Aug 26, 1997
In the While I'm Here Department, well, yes, I was hoping for a response, but not quite what I got.
Silly me. When told that their own government is helping people lob firebombs at inncoents in Havana, I expected American readers to
- Question my sources (impeccible, btw)
- Say it wasn't important
- Defend the practise, on the grounds that Castro is evil
- Or even agree with me, that the American government should practise what it preaches.
Well.
It wasn't my point, but... Canada is better. Our poverty rate is a tenth that of the United States, our health and education standards are higher, crime is well below American rates, incomes are just as high, life expectancy is longer, and oh yeah, we've got a lot of unspoiled forest too.
But that wasn't my point.
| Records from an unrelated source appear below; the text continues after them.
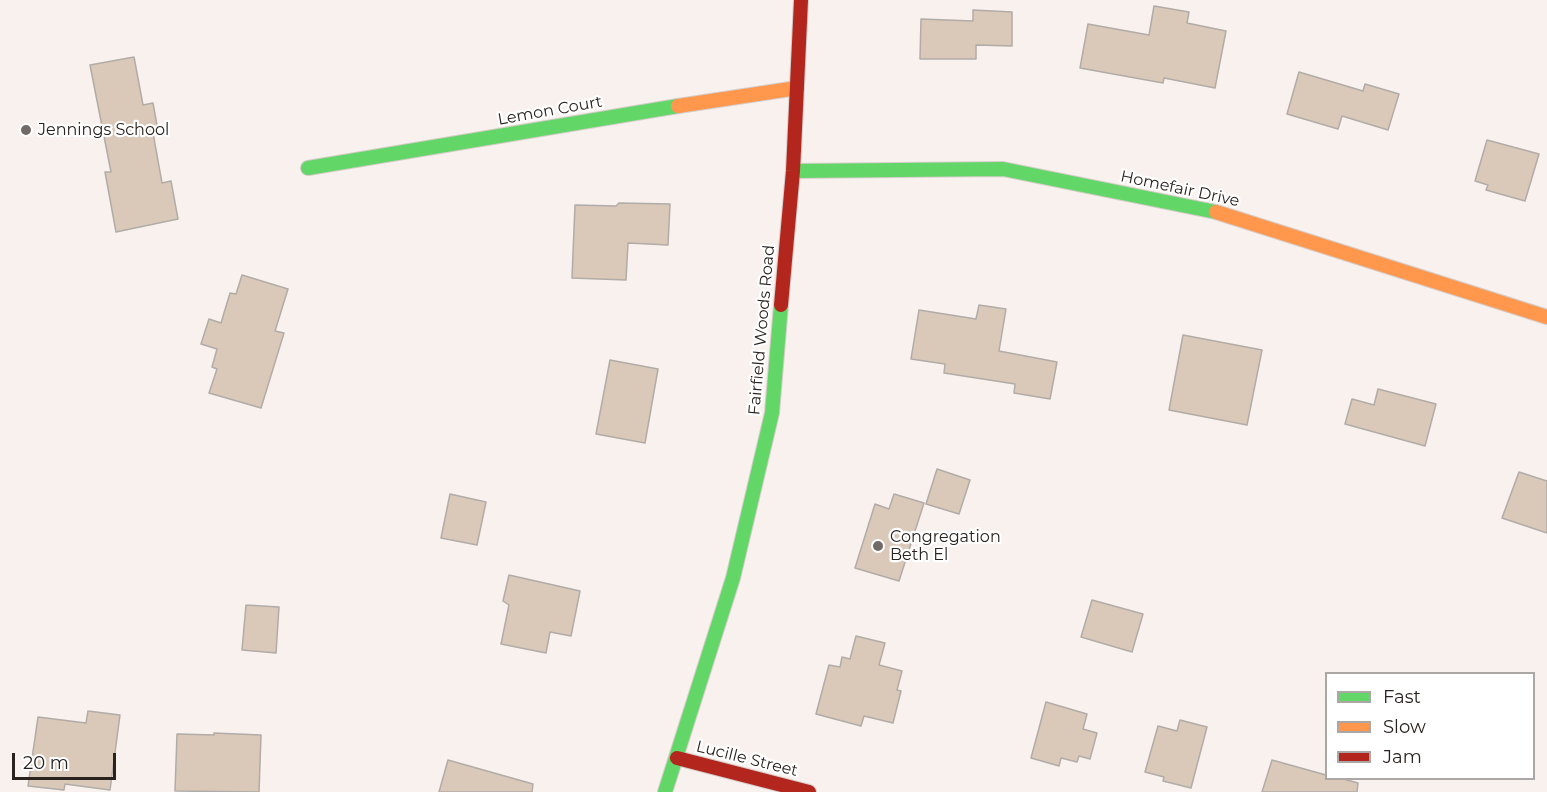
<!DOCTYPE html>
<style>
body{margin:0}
#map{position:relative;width:1547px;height:792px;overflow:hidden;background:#f8f1ee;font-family:Montserrat,sans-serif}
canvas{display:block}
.legend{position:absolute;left:1325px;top:672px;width:210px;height:108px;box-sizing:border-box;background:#fff;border:2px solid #aaa7a5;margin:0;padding:8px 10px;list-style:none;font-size:18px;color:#2a221f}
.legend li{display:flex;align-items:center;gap:12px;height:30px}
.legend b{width:30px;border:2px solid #aaa7a5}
.scale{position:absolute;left:12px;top:753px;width:104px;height:27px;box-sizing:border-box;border:3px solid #2a221f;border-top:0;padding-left:8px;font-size:18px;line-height:21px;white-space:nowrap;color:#2a221f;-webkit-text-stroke:4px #fff;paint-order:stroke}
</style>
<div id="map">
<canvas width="1547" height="792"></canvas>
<ul class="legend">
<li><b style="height:8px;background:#63d668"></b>Fast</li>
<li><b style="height:8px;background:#ff974d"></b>Slow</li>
<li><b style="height:8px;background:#b3261e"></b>Jam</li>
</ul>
<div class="scale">20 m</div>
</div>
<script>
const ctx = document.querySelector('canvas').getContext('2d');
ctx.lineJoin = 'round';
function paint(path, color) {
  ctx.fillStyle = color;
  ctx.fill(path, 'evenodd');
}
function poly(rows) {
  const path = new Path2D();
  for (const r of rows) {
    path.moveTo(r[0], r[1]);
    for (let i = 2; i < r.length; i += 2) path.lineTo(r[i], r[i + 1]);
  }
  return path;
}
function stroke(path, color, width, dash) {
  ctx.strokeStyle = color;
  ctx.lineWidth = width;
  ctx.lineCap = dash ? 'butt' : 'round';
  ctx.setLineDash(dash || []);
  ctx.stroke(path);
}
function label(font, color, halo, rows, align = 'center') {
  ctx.font = font + ' Montserrat,sans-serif';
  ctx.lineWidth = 4.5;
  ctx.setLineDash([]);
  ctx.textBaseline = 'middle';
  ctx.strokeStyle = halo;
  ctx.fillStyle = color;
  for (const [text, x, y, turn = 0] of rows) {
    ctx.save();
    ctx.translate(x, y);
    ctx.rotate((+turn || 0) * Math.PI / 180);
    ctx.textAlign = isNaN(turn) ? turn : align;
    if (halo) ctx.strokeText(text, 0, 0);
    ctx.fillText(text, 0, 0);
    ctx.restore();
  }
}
const building = poly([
 [1154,6,1189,12,1187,23,1226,31,1215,88,1164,78,1163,83,1080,68,1088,24,1149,35,1154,6],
 [973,10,1012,12,1012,46,976,45,976,59,920,59,921,19,973,21,973,10],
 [134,57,143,105,153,103,158,131,153,133,162,183,171,181,178,219,116,232,105,172,111,172,90,65,134,57],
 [1299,72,1363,91,1365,84,1399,94,1388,130,1342,116,1338,129,1287,114,1299,72],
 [1487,140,1539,154,1525,201,1486,190,1488,185,1475,181,1487,140],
 [619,203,670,204,668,245,628,243,626,280,572,278,575,205,616,206,619,203],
 [242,275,288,289,275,331,284,333,261,408,209,393,217,369,212,367,217,349,201,344,209,319,221,323,230,293,236,294,242,275],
 [979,305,1006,309,999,351,1057,362,1050,399,1014,393,1015,384,944,373,945,364,911,359,919,310,976,319,979,305],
 [1183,335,1262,350,1247,425,1169,410,1183,335],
 [610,360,658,369,645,443,596,434,610,360],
 [1378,389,1436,404,1425,446,1345,424,1352,399,1374,405,1378,389],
 [937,469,970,480,959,514,926,504,937,469],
 [1519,472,1547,481,1547,533,1502,518,1519,472],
 [450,494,486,502,477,545,441,538,450,494],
 [894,494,924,503,899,581,855,568,875,504,889,509,894,494],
 [509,575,580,591,571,636,550,632,546,653,501,644,509,605,503,601,509,575],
 [1092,600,1143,614,1132,652,1081,637,1092,600],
 [246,605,279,607,276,653,242,650,246,605],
 [856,636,885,643,879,665,902,671,897,690,901,691,893,723,864,716,861,726,816,714,829,665,840,667,842,657,850,659,856,636],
 [1046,702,1087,714,1083,729,1097,733,1090,759,1079,756,1077,762,1061,758,1059,766,1031,758,1046,702],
 [88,711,120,715,110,790,65,784,64,790,28,786,38,717,86,723,88,711],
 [1180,720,1207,727,1191,788,1163,781,1164,777,1145,772,1158,726,1177,731,1180,720],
 [214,733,261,735,259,792,175,791,177,734,214,735,214,733],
 [448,760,533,784,532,792,439,792,448,760],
 [1272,760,1326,775,1326,778,1340,778,1358,783,1357,792,1262,792,1272,760]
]);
paint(building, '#dac9b8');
stroke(building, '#b1aca8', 1.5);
const fast = poly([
 [308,168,678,106],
 [793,171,1003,169,1216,212],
 [665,792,733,578,772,413,781,305]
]);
const slow = poly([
 [678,106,797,88],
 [1216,212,1547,317]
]);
const jam = poly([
 [781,305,793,171,801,0],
 [677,758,809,792]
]);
stroke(fast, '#d5cdca', 16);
stroke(slow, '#d5cdca', 16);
stroke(jam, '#d5cdca', 16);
stroke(fast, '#63d668', 14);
stroke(slow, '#ff974d', 14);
stroke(jam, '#b3261e', 14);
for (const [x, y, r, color] of [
 [26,130,6,"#726a67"],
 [878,546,6,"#726a67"]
]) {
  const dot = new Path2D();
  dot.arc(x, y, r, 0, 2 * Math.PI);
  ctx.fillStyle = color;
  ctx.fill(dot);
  stroke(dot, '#fff', 2);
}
label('16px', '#2a221f', '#fff', [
 ["Lemon Court",550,111,-10],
 ["Homefair Drive",1180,189,12],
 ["Fairfield Woods Road",762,330,-85],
 ["Lucille Street",747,759,14]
]);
label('16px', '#2a221f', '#fff', [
 ["Jennings School",38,130],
 ["Congregation",890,537],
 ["Beth El",890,555]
], 'left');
</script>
My point in my previous post was twofold:
- In the case of the internet, laws will apply to people, and applied according to whatever jurisdiction the person happens to be in, and
- Laws passed by legislatures intended to apply beyond their jurisdiction won't apply, unless by international agreement
The While I'm here entry is something I've been stewing about for some time. My angst here is again twofold:
- I oppose the very concept of American laws applying anwhere but inside the United States
- I am concerned by the double standard expressed by American governments, condemning terrorism on one hand, while using it baldly with the other
Please notice that those two points have nothing to do with Canada. As for my own Canadian government, I find it a bit two faced that we declare sanctions against Myanamar (Burma) but not against Indonesia or China. We should be consistent on this side of the border too.
We'll get into the commie-pinko-socialist rant some other time. I thought that list of good government programs, a few notes above, was a good one. (BTW a private company built a highway in Ontario recently. The opening had to be delayed because they cut corners on safety. Then the tolling computers wouldn't work properly. Typical corporate snafus. Had a government built the thing we'd be screaming about inefficiency. But more on corporate bungling in some other post...).